Blog archive format

As I’ve been improving the import and export functionality in Micro.blog, I’ve done a lot of work with WordPress’s WXR format, which is based on RSS. While there’s nothing particularly wrong with WXR, it’s more complicated than it needs to be for non-WordPress sites, especially when you start to tackle image uploads that exist outside of the post text.

Micro.blog can also push an entire site’s Markdown, HTML, and images to GitHub, which is the most complete mirror and perfect for migrating to another Jekyll server. It introduces so many extra files, though, it’s not reasonable to expect that other blog platforms could support the same level of detail.

I’d be happy to ignore the WordPress-centric nature of WXR and use it as a common blog archive format if WXR provided a mechanism to store image uploads. Helping people migrate from WordPress to Micro.blog-hosted blogs has only emphasized to me that a better format is needed.

In chatting with the IndieWeb community, the idea was proposed that an HTML file using h-feed would provide portability and also an added bonus: it could be opened in any web browser to view your archived site.
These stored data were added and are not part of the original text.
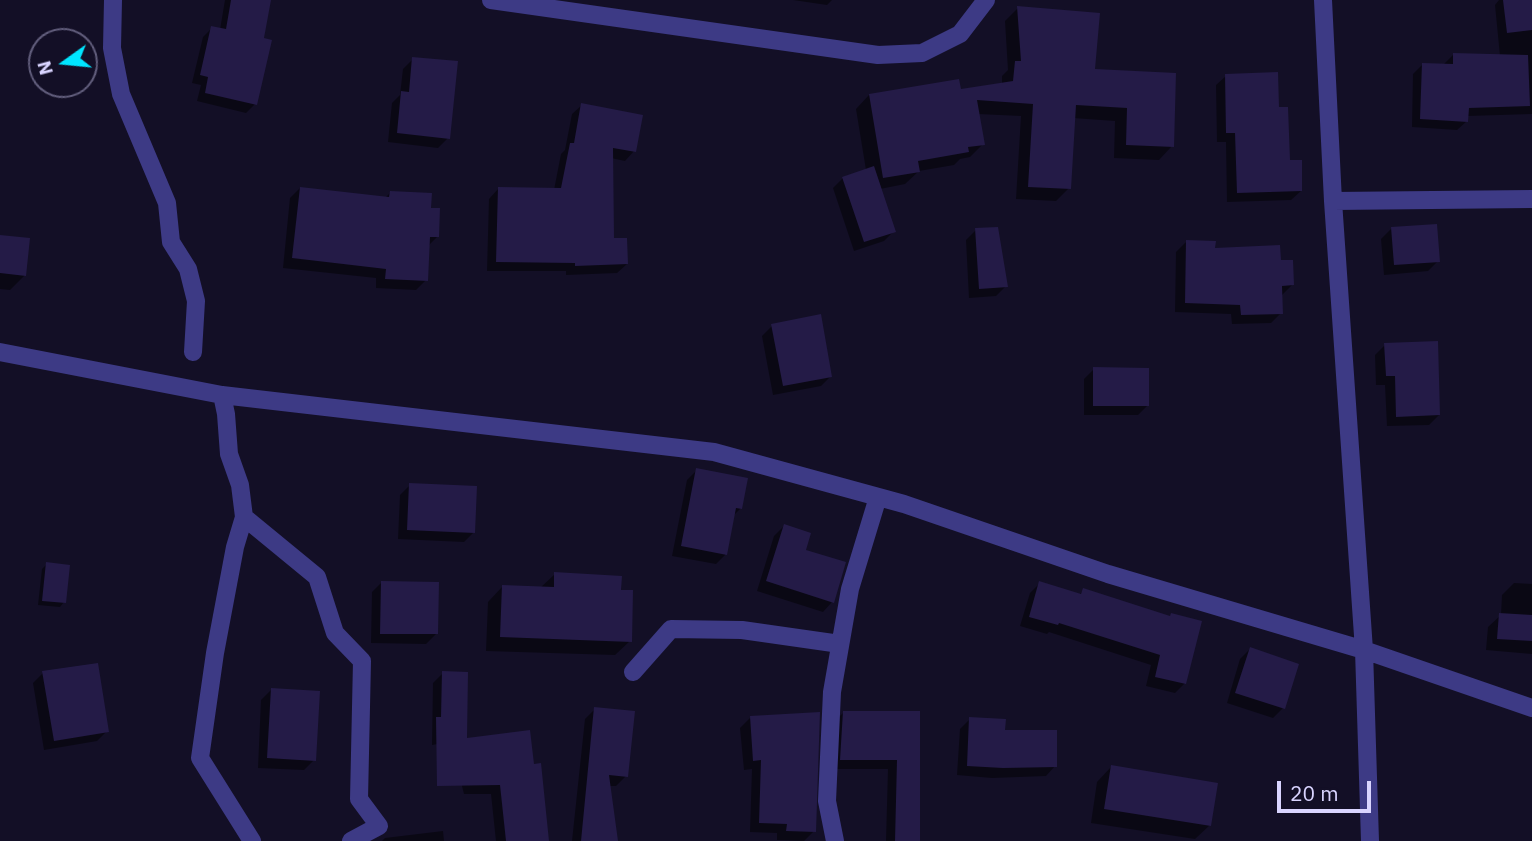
<!DOCTYPE html>
<html>
<head>
<meta charset="utf-8">
<style>
  body { margin:0 }
  #map { position:relative; width:1532px; height:841px; overflow:hidden; background:#130f26; font-family:"IBM Plex Sans",sans-serif }
  canvas { display:block }
  .north { position:absolute; left:28px; top:28px; width:70px; height:70px; box-sizing:border-box; background:#130f26; border:2px solid #625e7d; border-radius:50%; rotate:255deg; font-size:19px; font-weight:700; line-height:28px; text-align:center; color:#d9d4ff }
  .north::after { content:''; display:block; margin:auto; width:24px; height:32px; background:#00e5ff; clip-path:polygon(50% 0,100% 100%,50% 72%,0 100%) }
  .scale { position:absolute; left:1277px; top:781px; width:94px; height:32px; box-sizing:border-box; border:4px solid #d9d4ff; border-top:0; padding-left:9px; font-size:21px; line-height:24px; white-space:nowrap; color:#d9d4ff; -webkit-text-stroke:5px #130f26; paint-order:stroke }
</style>
</head>
<body>
<div id="map">
<canvas width="1532" height="841"></canvas>
<div class="north">N</div>
<div class="scale">20 m</div>
</div>
<script>
const context = document.querySelector('canvas').getContext('2d');
context.lineJoin = 'round';
function paint(path, color) { context.fillStyle = color; context.fill(path, 'evenodd'); }
function strokePath(path, color, width, dash) { context.strokeStyle = color; context.lineWidth = width; context.lineCap = dash ? 'butt' : 'round'; context.setLineDash(dash || []); context.stroke(path); }
const shadow = new Path2D(`
  M225,0H269L255,104L246,113L197,101L201,85L192,83L203,37L212,28L220,30Z
  M793,0H832L827,5Z
  M1499,0H1532V114L1467,116V121L1457,130L1412,127L1413,74L1423,64H1444L1453,55L1500,56L1495,5Z
  M1018,8L1093,71L1172,146L1159,160L1114,158L1115,121L1073,118L1069,188L1056,201L1016,199L1021,116L978,114L983,144L970,157L960,159L954,165L919,171L905,184L880,189L894,231L884,241L854,251L833,188L843,178L866,170L856,109L869,95L960,91L1002,85V76L1008,70L1005,21Z
  M413,59L448,138L438,148L388,142L392,103L400,95L403,69Z
  M1226,76L1277,109L1288,162L1301,191L1291,200L1227,202L1226,142H1217L1216,85Z
  M582,105L634,151L625,161L611,158L612,240L627,264L617,273L566,275V271H487L489,199L498,189L554,190L561,154L565,150L572,114Z
  M300,188L385,198L390,193L430,209L437,237L428,246L426,280L416,290L376,288V278L283,268L290,198Z
  M1391,229L1438,261L1428,271L1384,275L1381,239Z
  M976,230L1006,286L996,296L969,298L966,240Z
  M0,237L25,275L10,290L0,289Z
  M1186,242L1279,262L1292,285L1282,295L1281,313L1271,323L1232,324L1231,314L1175,312L1176,252Z
  M772,326L831,376L821,386L773,395L762,336Z
  M1385,345L1439,415L1429,425L1387,426L1385,385H1376L1375,355Z
  M1094,369L1148,405L1138,415H1084V379Z
  M697,470L741,508L733,516L725,555L716,564L672,556L687,480Z
  M410,485L474,532L464,542L398,539L400,495Z
  M784,526L804,551L832,602L823,612L757,591L774,536Z
  M47,564L64,602L60,607L38,605L42,569Z
  M555,574L620,591L630,641L615,655L486,651L488,602L502,587L540,588Z
  M382,582L436,634L426,644L371,643L372,592Z
  M1040,583L1079,595L1084,590L1169,617L1171,615L1185,683L1175,693L1146,686L1151,665L1049,632L1047,634L1020,626L1030,593Z
  M1514,583L1532,584V654L1486,650L1488,627L1501,615L1502,595Z
  M1250,649L1283,708L1273,718L1227,703L1240,659Z
  M43,673L107,731L97,741L44,750L33,683Z
  M443,673L455,741L432,745L433,683Z
  M271,690L314,760L304,770L258,768L261,700Z
  M595,709L626,776L616,786H608L614,841H572L585,719Z
  M843,713H918L911,841H886L888,769H831L833,723Z
  M750,718L814,831L804,841L777,840V833L750,832L752,769L744,770L740,728Z
  M970,719L1003,732L1055,766L1046,776L992,778L957,775L960,729Z
  M463,740L547,841H496L491,794H464L453,750Z
  M1111,767L1210,825L1195,839L1091,823L1097,782Z
  M443,831L444,841H382L385,838Z`);
const building = new Path2D(`
  M231,0H271L264,38L272,40L257,105L205,93L208,77L200,75L211,26L226,29Z
  M1503,0H1532V30L1507,33Z
  M1017,6L1100,13L1095,69L1176,73L1174,147L1126,145L1127,108L1076,105L1071,189L1028,187L1033,104L977,100L985,145L968,147L969,152L918,161L920,172L883,178L869,94L959,79L961,89L1013,81L1015,61H1021Z
  M1453,53L1528,55L1530,106L1469,108L1468,122L1420,119L1422,63L1453,64Z
  M412,57L458,61L450,139L397,133L401,91L409,92Z
  M1278,72L1279,107H1288L1290,160H1302V191L1237,193L1235,133H1226L1225,74Z
  M581,103L643,115L636,152L613,148L614,238H627L628,264L575,266V263L496,262L498,187L561,188L570,143H574Z
  M874,166L896,232L864,242L842,177Z
  M300,187L389,197L390,191L432,193L431,208H440L439,237H430L428,281L385,279L386,269L292,258Z
  M1437,224L1440,262L1394,265L1391,227Z
  M998,227L1008,287L979,289L975,228Z
  M0,235L30,238L26,276L0,273Z
  M1186,240L1216,241L1215,248L1280,245L1281,260H1293L1294,285L1282,286L1283,314L1241,315L1240,305L1185,303Z
  M821,314L832,377L783,386L771,324Z
  M1438,341L1440,415L1396,417L1395,376H1386L1384,343Z
  M1093,367L1149,368V406H1093Z
  M696,468L748,478L742,509L736,508L727,555L681,546Z
  M409,483L477,486L475,533L407,530Z
  M784,524L811,533L806,550L846,562L834,603L766,581Z
  M46,562L70,565L66,603L42,601Z
  M554,572L622,576L621,590H633L632,642L500,637L502,585L554,587Z
  M381,581L439,582L438,634H380Z
  M1039,581L1081,594L1083,588L1170,616L1171,613L1202,621L1186,684L1155,677L1160,655L1059,623L1058,625L1029,617Z
  M1499,613L1532,615V641L1497,639Z
  M1250,647L1299,664L1285,709L1235,693Z
  M98,663L109,732L54,741L42,671Z
  M442,671L468,672L467,738L530,730L534,764L541,763L549,841H506L500,785L437,786L436,717H441Z
  M271,688L320,691L316,761L267,758Z
  M594,707L635,711L628,777L609,775L618,841H581Z
  M843,711H920V841H895L897,760H840Z
  M820,712L816,832L786,831L787,824L759,823L761,760L753,761L750,716Z
  M969,717L1006,719L1005,730H1057V767L1003,768L967,766Z
  M1111,765L1218,783L1211,826L1104,809Z`);
const minor = new Path2D(`
  M113,0L112,48L121,94L167,203L171,242L188,269L196,301L193,352
  M491,0L878,55L922,53L960,34L986,0
  M1323,0L1333,201L1364,650L1370,841
  M1333,201L1532,199
  M0,352L222,395L714,452L904,504L1108,574L1364,650L1532,708
  M222,395L226,414L229,454L240,485L244,517L235,547L215,653L200,758L252,841
  M244,517L317,577L335,633L362,661L359,799L379,826L351,841
  M633,672L671,629L742,630L840,644
  M835,841L827,801L832,692L850,589L878,497`);
paint(shadow, '#0007');
paint(building, '#241b47');
strokePath(minor, '#3d3a85', 18);
</script>
</body>
</html>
Images could be stored as files with relative references in the HTML file. (I’d throw in a JSON Feed file, too, so that importers could choose between using a Microformats parser or JSON parser.)

The files would look something like this:

  • index.html
  • feed.json
  • uploads
    • 2017
      • test.jpg

The basics from h-feed would follow this structure:

  • h-feed
    • h-entry
      • p-name
      • e-content
      • dt-published
      • u-url
    • h-entry
      • ...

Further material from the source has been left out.